Paul Hahn, who lost his job in May as a senior consultant for the Computer Sciences Corp, did painting and electrical work for a while until finally landing a "real" job, driving a limousine for Hunterdon Connection Limousine in his hometown of Flemington, New Jersey.
He made six figures plus bonuses in his old job, analyzing the computer systems of clients like the Bank of Montreal, Phillips-Van Heusen and AT&T and making recommendations. "I was totally in shock when I was laid off," he said. "We stopped our house projects and put off any thought of vacations. We even agonized about having another child."
He had been with the company only three years, so his pension was not vested, and the company returned the money he had contributed to his 401(k).
The final insult was a class he attended at the outplacement firm that his company had selected. The woman running the class was just out of college and excessively perky. "Hey, guys," he says she told Hahn and his colleagues, "what a great opportunity for a career change."
Now he calls his early-morning customers the night before, arrives at their homes 15 minutes early, rings the doorbell and wakes up the whole house, and carries their suitcases to the car.

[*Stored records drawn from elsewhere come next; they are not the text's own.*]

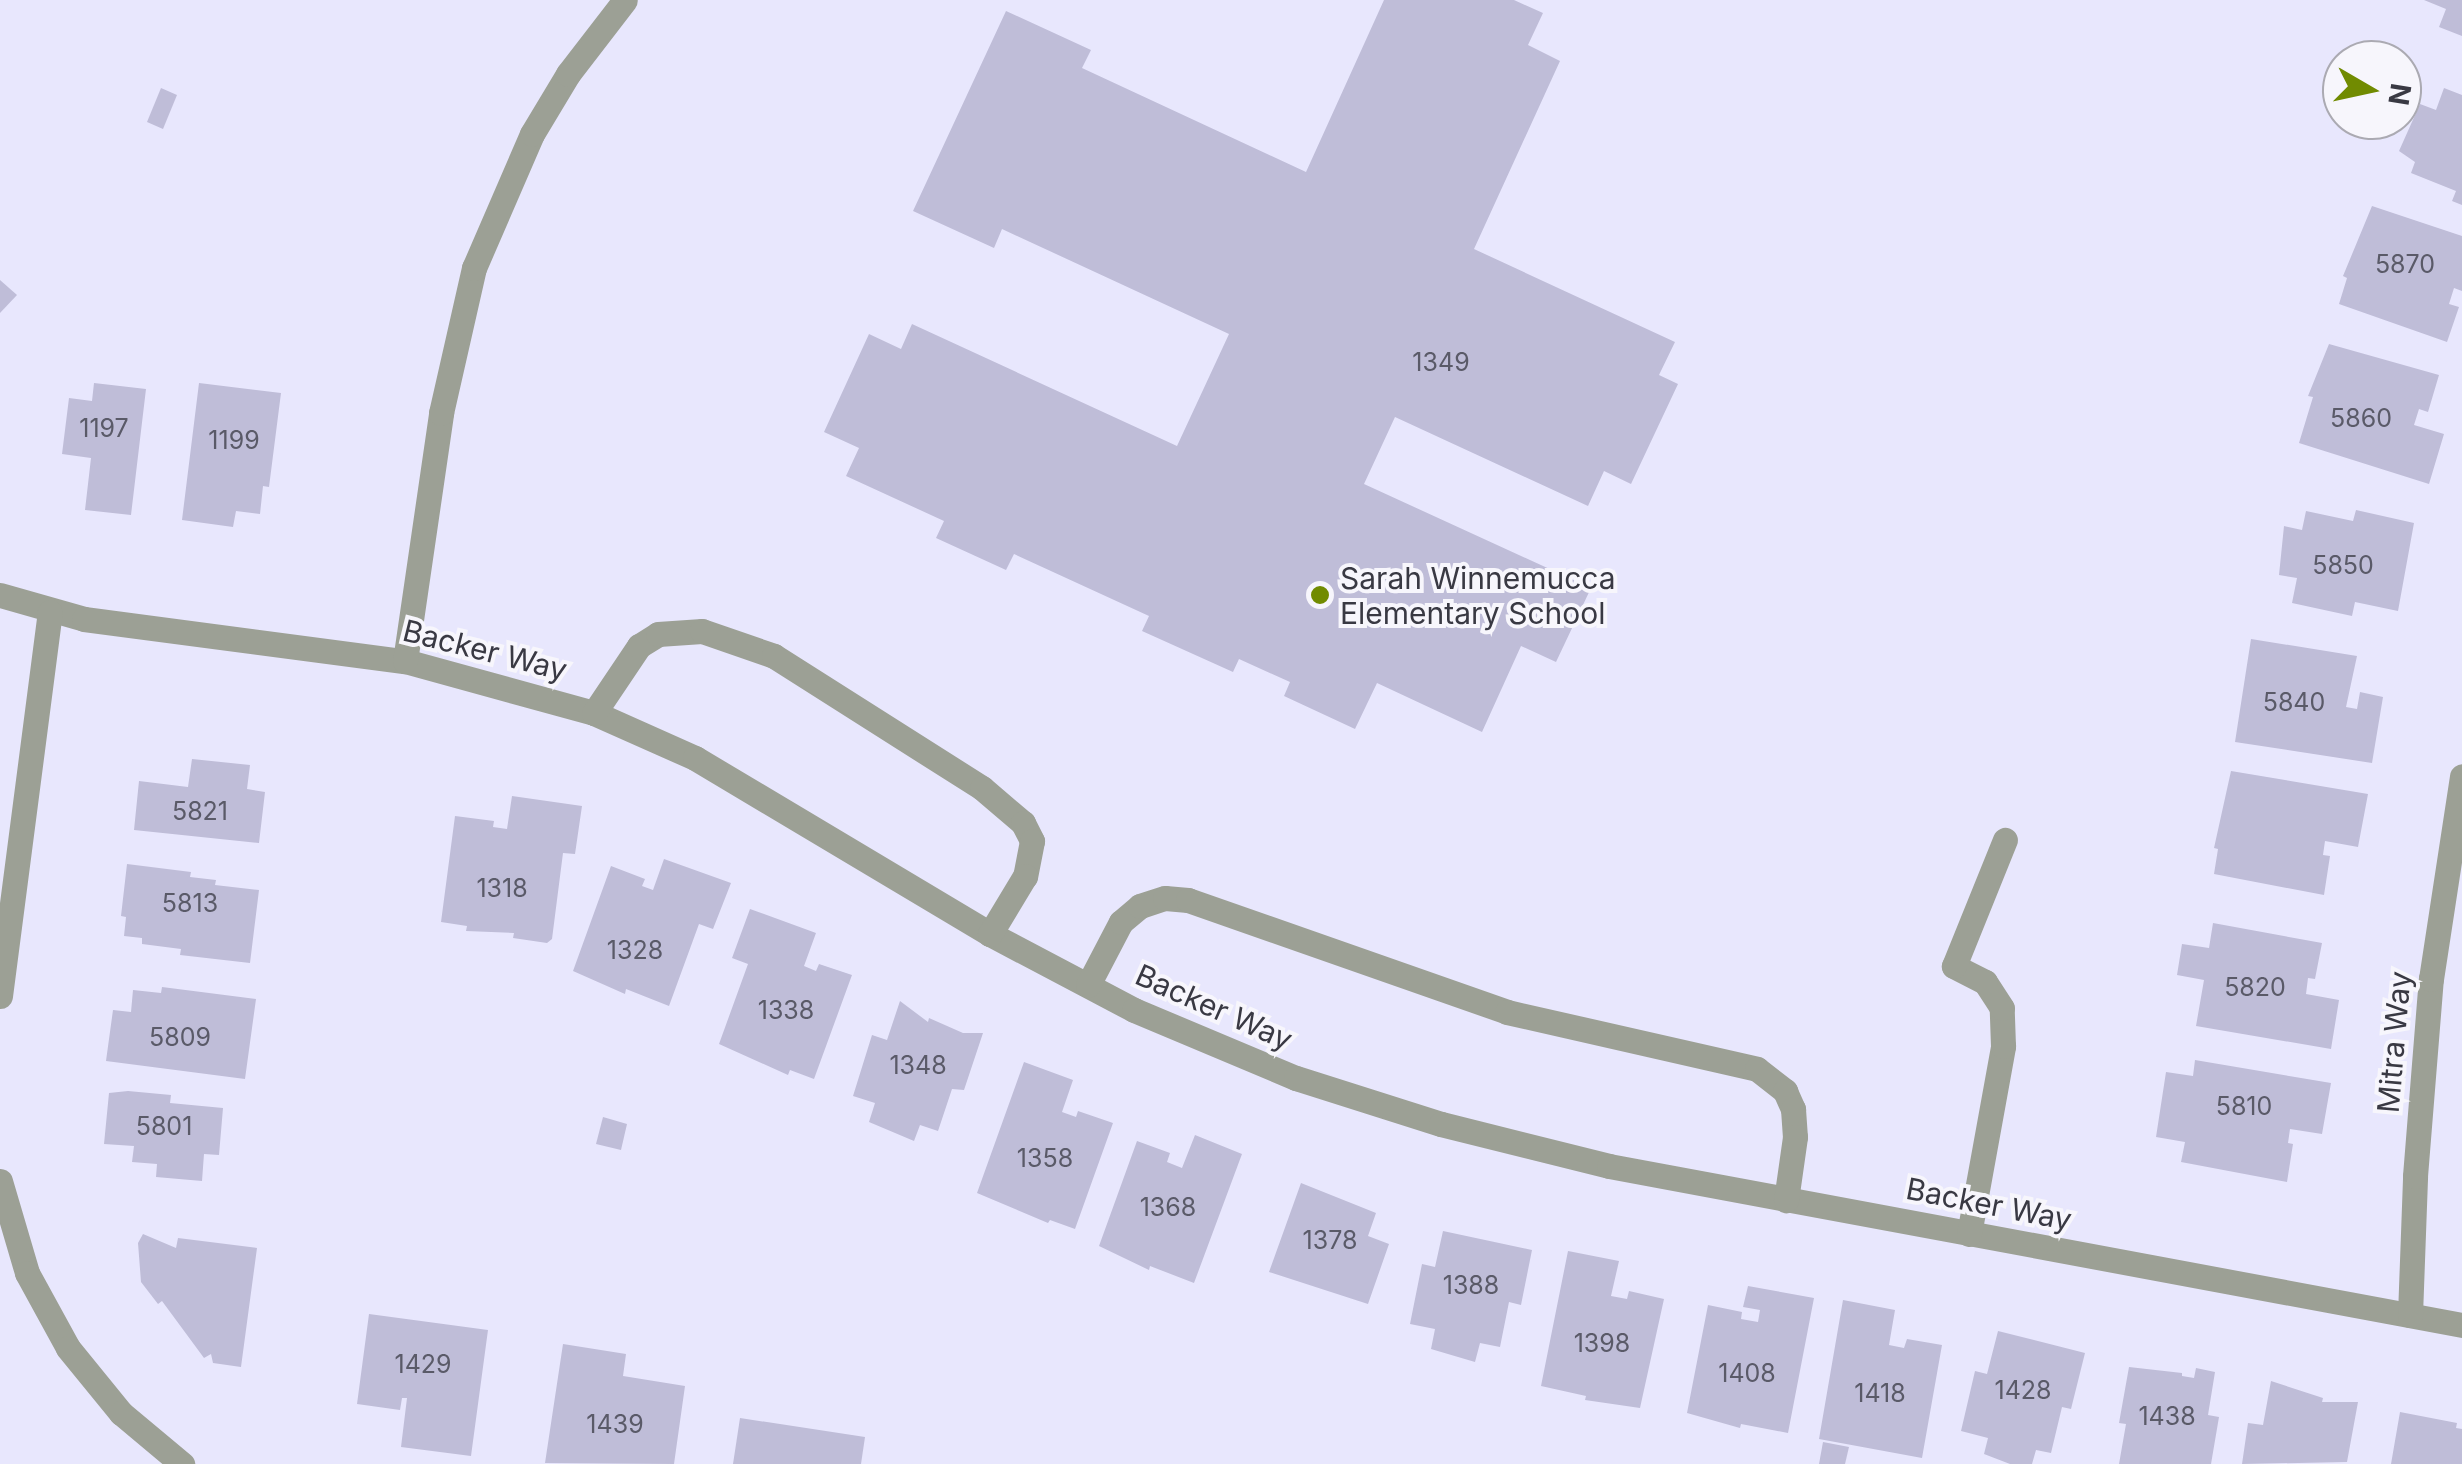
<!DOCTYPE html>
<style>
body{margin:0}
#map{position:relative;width:2462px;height:1464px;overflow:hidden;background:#e8e7fd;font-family:Inter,sans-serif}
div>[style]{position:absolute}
.building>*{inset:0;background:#bfbdd8}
.minor>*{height:25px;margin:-12.5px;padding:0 12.5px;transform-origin:12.5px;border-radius:12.5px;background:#9ca095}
.dots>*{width:28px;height:28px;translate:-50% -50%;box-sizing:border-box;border:5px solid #f7f6fc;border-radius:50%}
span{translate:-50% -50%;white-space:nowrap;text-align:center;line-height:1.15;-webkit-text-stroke:8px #f7f6fc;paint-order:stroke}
.number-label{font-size:25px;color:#5a5a68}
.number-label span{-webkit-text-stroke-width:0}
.poi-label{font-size:30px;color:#393943}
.left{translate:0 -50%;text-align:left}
.street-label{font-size:30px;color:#393943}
.north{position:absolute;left:2322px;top:40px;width:100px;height:100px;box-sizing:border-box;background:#f7f6fc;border:2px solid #abaab2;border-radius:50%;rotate:99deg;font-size:28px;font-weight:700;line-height:40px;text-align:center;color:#393943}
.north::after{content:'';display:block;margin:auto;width:35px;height:45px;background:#718b01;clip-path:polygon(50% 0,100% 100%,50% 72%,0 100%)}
</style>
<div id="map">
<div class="building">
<div style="clip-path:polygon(1384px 0,1514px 0,1543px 13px,1528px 45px,1560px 61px,1474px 249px,1675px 342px,1659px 375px,1678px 384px,1631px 484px,1604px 471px,1588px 506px,1395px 417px,1364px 484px,1591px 588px,1556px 662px,1521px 646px,1482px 732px,1377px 683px,1355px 729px,1284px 696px,1290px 682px,1239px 659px,1233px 672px,1142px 631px,1149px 616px,1014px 554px,1006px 570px,936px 538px,944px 521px,846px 476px,859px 448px,824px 432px,869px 334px,901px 349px,912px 324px,1177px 446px,1229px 334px,1002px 229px,994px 248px,913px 211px,1006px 11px,1091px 50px,1082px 68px,1306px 172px)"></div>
<div style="clip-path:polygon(2424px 0,2462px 0,2462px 36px,2439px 27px,2446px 9px)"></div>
<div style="clip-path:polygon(161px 88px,177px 95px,163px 129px,147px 122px)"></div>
<div style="clip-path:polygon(2444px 88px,2462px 95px,2462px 205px,2452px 201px,2456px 191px,2411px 173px,2415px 162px,2399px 151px,2420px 104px,2436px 110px)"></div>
<div style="clip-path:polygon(2372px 206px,2462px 236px,2462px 291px,2454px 288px,2449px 304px,2459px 307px,2447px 342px,2339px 304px,2347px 278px,2343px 276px)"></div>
<div style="clip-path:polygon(0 280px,17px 295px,0 313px)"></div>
<div style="clip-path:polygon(2329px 344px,2439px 375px,2428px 412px,2419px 409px,2414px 425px,2444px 434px,2429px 484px,2299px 443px,2313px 397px,2308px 396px)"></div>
<div style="clip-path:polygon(94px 383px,146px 389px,131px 515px,85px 510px,91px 458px,62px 454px,69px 398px,92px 401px)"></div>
<div style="clip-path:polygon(199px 383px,281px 393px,269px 487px,263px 486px,260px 514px,236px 511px,233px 527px,182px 520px)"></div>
<div style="clip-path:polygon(2356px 510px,2414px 523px,2398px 611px,2355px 602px,2352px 616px,2292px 603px,2297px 578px,2279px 575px,2284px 526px,2302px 530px,2306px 511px,2353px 521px)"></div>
<div style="clip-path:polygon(2251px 639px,2357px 656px,2346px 707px,2357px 709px,2360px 692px,2383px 697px,2372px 763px,2235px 742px)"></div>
<div style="clip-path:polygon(192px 759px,250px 765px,247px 789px,265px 792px,259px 843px,134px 830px,139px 781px,188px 787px)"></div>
<div style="clip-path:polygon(2231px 771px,2368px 794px,2358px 847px,2325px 841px,2323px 855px,2330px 856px,2324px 895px,2214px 874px,2218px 849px,2214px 848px)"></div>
<div style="clip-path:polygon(512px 796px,582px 806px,575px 854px,563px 853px,552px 939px,547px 943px,513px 938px,514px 933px,466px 931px,467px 926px,441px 922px,455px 816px,494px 821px,493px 827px,507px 829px)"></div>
<div style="clip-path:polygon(664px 859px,731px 883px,713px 929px,699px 924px,669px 1006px,626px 989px,625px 994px,573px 971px,611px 866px,645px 879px,642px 886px,653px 890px)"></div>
<div style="clip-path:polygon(127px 864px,191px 872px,190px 877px,216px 880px,215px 885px,259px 890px,250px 963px,180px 955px,181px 949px,142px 944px,142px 938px,124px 936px,126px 917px,121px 916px)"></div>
<div style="clip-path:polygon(750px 909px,816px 933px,804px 966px,816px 971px,819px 964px,852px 975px,814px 1079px,790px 1070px,788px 1075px,719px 1044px,748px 964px,732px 958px)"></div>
<div style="clip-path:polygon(2213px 923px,2322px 943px,2315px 979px,2308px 978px,2306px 994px,2339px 1000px,2331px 1049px,2196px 1026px,2204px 980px,2177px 975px,2182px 944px,2209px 948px)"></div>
<div style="clip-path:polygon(162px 987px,256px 999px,245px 1079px,106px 1061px,113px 1010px,131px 1012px,133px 990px,161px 993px)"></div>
<div style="clip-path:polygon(900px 1001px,928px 1022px,929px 1018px,963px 1033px,983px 1033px,964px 1090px,952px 1089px,938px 1131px,920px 1125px,914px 1141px,869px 1122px,875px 1103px,853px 1096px,872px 1035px,887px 1040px)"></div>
<div style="clip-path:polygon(2195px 1060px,2331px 1083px,2322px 1134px,2290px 1129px,2288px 1143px,2293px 1144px,2287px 1182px,2181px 1162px,2185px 1142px,2156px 1137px,2166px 1072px,2193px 1076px)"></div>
<div style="clip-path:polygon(1024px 1062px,1073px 1080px,1062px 1112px,1076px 1117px,1078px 1111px,1113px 1123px,1075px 1229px,1050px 1220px,1048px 1223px,977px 1193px)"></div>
<div style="clip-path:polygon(128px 1091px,171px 1095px,170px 1103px,223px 1108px,219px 1155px,204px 1154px,202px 1181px,156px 1177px,157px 1164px,132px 1162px,134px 1146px,104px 1144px,109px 1093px)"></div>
<div style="clip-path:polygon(603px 1117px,627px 1124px,621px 1150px,596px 1144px)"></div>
<div style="clip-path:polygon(1195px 1135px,1242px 1154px,1194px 1283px,1150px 1266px,1149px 1270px,1099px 1246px,1137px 1141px,1170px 1153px,1167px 1162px,1182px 1168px)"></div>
<div style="clip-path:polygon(1301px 1183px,1376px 1213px,1368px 1236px,1389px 1244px,1368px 1304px,1269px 1272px)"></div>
<div style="clip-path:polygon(1443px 1231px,1532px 1250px,1521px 1305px,1509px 1302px,1500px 1347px,1480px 1343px,1475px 1362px,1431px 1349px,1435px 1329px,1410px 1324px,1422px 1264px,1435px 1267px)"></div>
<div style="clip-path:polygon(143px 1234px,176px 1248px,178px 1238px,257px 1248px,241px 1367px,213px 1363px,211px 1354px,204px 1358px,162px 1301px,158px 1304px,141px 1282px,138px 1243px)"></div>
<div style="clip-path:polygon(1568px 1251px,1619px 1261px,1611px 1296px,1627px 1299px,1629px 1291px,1664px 1299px,1640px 1408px,1585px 1400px,1586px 1396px,1541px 1386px)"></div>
<div style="clip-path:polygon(1748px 1286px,1814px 1298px,1788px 1433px,1741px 1424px,1740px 1428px,1687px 1413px,1708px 1305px,1742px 1312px,1741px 1319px,1758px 1322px,1760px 1310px,1743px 1307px)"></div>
<div style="clip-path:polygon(1843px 1300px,1895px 1310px,1889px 1345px,1904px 1348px,1907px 1339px,1942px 1345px,1922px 1458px,1819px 1439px)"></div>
<div style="clip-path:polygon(369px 1314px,488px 1330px,471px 1456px,401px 1447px,407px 1398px,402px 1398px,400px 1410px,357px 1404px)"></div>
<div style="clip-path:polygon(1998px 1331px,2085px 1353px,2071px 1409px,2062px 1407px,2051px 1453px,2036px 1450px,2032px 1464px,2010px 1464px,1984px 1454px,1988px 1438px,1961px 1431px,1975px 1371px,1987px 1374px)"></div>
<div style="clip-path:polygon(563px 1344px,626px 1354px,623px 1376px,685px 1386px,674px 1464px,545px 1463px)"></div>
<div style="clip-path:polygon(2129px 1367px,2182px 1373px,2182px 1376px,2194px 1378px,2196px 1368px,2215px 1372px,2208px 1415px,2219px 1417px,2211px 1464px,2119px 1464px,2126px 1424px,2119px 1423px)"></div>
<div style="clip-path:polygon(2271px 1381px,2323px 1398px,2322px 1402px,2358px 1402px,2347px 1462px,2242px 1464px,2248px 1423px,2263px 1425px)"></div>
<div style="clip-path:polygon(2400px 1412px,2457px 1423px,2456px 1428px,2462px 1429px,2462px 1464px,2391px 1464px)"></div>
<div style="clip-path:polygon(740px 1418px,865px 1437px,861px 1464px,733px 1464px)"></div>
<div style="clip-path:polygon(1823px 1442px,1849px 1447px,1845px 1464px,1819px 1464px)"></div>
</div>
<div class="minor">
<div style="left:0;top:595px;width:87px;rotate:15.9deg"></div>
<div style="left:84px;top:619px;width:324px;rotate:7.5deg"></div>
<div style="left:405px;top:661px;width:196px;rotate:15.4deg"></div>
<div style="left:594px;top:713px;width:111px;rotate:24deg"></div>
<div style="left:695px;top:758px;width:344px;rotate:30.8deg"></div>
<div style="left:990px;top:934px;width:163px;rotate:27.8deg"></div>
<div style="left:1134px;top:1010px;width:176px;rotate:22.8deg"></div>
<div style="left:1296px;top:1078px;width:152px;rotate:17.6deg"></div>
<div style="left:1441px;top:1124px;width:173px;rotate:14deg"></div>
<div style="left:1609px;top:1166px;width:868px;rotate:10.56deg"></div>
<div style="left:405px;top:661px;width:251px;rotate:-81.7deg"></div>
<div style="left:441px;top:413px;width:149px;rotate:-77.2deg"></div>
<div style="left:474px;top:268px;width:146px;rotate:-66.6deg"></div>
<div style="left:532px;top:134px;width:70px;rotate:-59deg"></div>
<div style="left:568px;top:74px;width:93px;rotate:-52.4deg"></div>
<div style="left:594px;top:713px;width:81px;rotate:-56.1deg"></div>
<div style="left:639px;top:646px;width:22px;rotate:-32deg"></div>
<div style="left:658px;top:634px;width:44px;rotate:-3.9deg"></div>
<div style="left:702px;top:631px;width:76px;rotate:19.1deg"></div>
<div style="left:774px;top:656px;width:246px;rotate:32.4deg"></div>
<div style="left:982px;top:788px;width:54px;rotate:40.5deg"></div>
<div style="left:1023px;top:823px;width:20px;rotate:63deg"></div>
<div style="left:1032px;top:841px;width:36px;rotate:101deg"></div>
<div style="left:1025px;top:876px;width:68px;rotate:121.1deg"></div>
<div style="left:1088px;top:985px;width:71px;rotate:-62.4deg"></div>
<div style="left:1121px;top:922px;width:25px;rotate:-40deg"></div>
<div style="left:1140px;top:906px;width:26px;rotate:-18deg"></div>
<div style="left:1165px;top:898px;width:23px;rotate:5deg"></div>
<div style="left:1188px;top:900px;width:338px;rotate:19.3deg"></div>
<div style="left:1507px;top:1012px;width:256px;rotate:12.8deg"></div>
<div style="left:1757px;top:1069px;width:36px;rotate:38deg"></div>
<div style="left:1785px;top:1091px;width:20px;rotate:66deg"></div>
<div style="left:1793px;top:1109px;width:28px;rotate:86deg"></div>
<div style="left:1795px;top:1137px;width:64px;rotate:98.1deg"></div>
<div style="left:0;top:996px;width:387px;rotate:-82.6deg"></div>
<div style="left:0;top:1181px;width:96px;rotate:73.6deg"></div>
<div style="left:27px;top:1273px;width:85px;rotate:61.3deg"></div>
<div style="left:68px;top:1348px;width:84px;rotate:50.8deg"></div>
<div style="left:121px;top:1413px;width:80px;rotate:39.9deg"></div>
<div style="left:1969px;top:1234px;width:191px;rotate:-79.7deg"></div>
<div style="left:2003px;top:1046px;width:38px;rotate:-92deg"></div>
<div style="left:2002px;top:1008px;width:31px;rotate:-123deg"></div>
<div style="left:1985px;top:982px;width:35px;rotate:-153deg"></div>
<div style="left:1954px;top:966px;width:136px;rotate:-68deg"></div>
<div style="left:2410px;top:1315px;width:139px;rotate:-87.9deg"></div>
<div style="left:2415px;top:1176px;width:198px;rotate:-85.4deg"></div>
<div style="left:2431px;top:979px;width:205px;rotate:-81.3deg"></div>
</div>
<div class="dots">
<div style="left:1320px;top:595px;background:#718b01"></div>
</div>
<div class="number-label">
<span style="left:2405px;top:264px">5870</span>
<span style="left:1441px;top:362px">1349</span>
<span style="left:2361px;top:418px">5860</span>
<span style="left:104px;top:428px">1197</span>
<span style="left:234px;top:440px">1199</span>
<span style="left:2343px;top:565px">5850</span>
<span style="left:2294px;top:702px">5840</span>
<span style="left:200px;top:811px">5821</span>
<span style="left:502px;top:888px">1318</span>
<span style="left:190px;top:903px">5813</span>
<span style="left:635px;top:950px">1328</span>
<span style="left:2255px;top:987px">5820</span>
<span style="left:786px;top:1010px">1338</span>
<span style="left:180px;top:1037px">5809</span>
<span style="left:918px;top:1065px">1348</span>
<span style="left:2244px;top:1106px">5810</span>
<span style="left:164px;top:1126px">5801</span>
<span style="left:1045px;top:1158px">1358</span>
<span style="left:1168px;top:1207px">1368</span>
<span style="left:1330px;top:1240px">1378</span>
<span style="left:1471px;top:1285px">1388</span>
<span style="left:1602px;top:1343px">1398</span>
<span style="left:423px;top:1364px">1429</span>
<span style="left:1747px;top:1373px">1408</span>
<span style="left:2023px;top:1390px">1428</span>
<span style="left:1880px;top:1393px">1418</span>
<span style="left:2167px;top:1416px">1438</span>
<span style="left:615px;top:1424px">1439</span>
</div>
<div class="poi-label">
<span class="left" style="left:1340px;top:595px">Sarah Winnemucca<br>Elementary School</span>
</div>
<div class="street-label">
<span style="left:485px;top:650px;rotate:14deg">Backer Way</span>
<span style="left:1214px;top:1007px;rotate:24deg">Backer Way</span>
<span style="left:2394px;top:1042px;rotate:-85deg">Mitra Way</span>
<span style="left:1989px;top:1204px;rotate:11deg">Backer Way</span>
</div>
<div class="north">N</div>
</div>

Most people are friendly on the way to the airport, but some can be obnoxious. One man said outright, "I don't want to talk, okay?" he recalled.
He makes, on average, US$35 a trip, including a tip. For this he has to wear a suit and tie.
Before getting his driver's job, Hahn, 36, considered working the aisles of a big retailer like Staples or Home Depot, but was unnerved by the thought of running into former colleagues. But it would not bother him a bit if he picked up an old associate, he said. In fact, whenever an executive rides in his limousine, he talks himself up and hands out his resume. "I wasn't meeting them any other way," he said.
A manager no more
Efrat Mansdorf has also taken a step down in the job market, though the step seems more like an entire stairway, she says. Mansdorf, 26, was a project manager with iClips, a New York Internet company that produced streaming media for the Web sites of clients such as NBCi, the Internet division of NBC and Yahoo.com. Her duties included managing budgets and schedules and supervising a staff of five.
A major perk was having so much responsibility at her age. "I interviewed and hired people, and I made the typical big Internet salary," she said. Then, after six months on the job, her department was shut down last May just before the company went out of business. "I was so frustrated," she said.
She took it easy for a month or so, taking up biking, enrolling in a Spanish class and catching up on errands. Then Mansdorf went job hunting. She landed a couple of project-management interviews, but they did not lead anywhere. Her friends with secure jobs could not understand why someone with her background could not get back on her feet. Finally, in August, she was hired as a "research consultant" at the National Finder's Service in New York, a company that helps recover assets for individuals and companies that are unaware of their ownership, like money left to heirs in a will.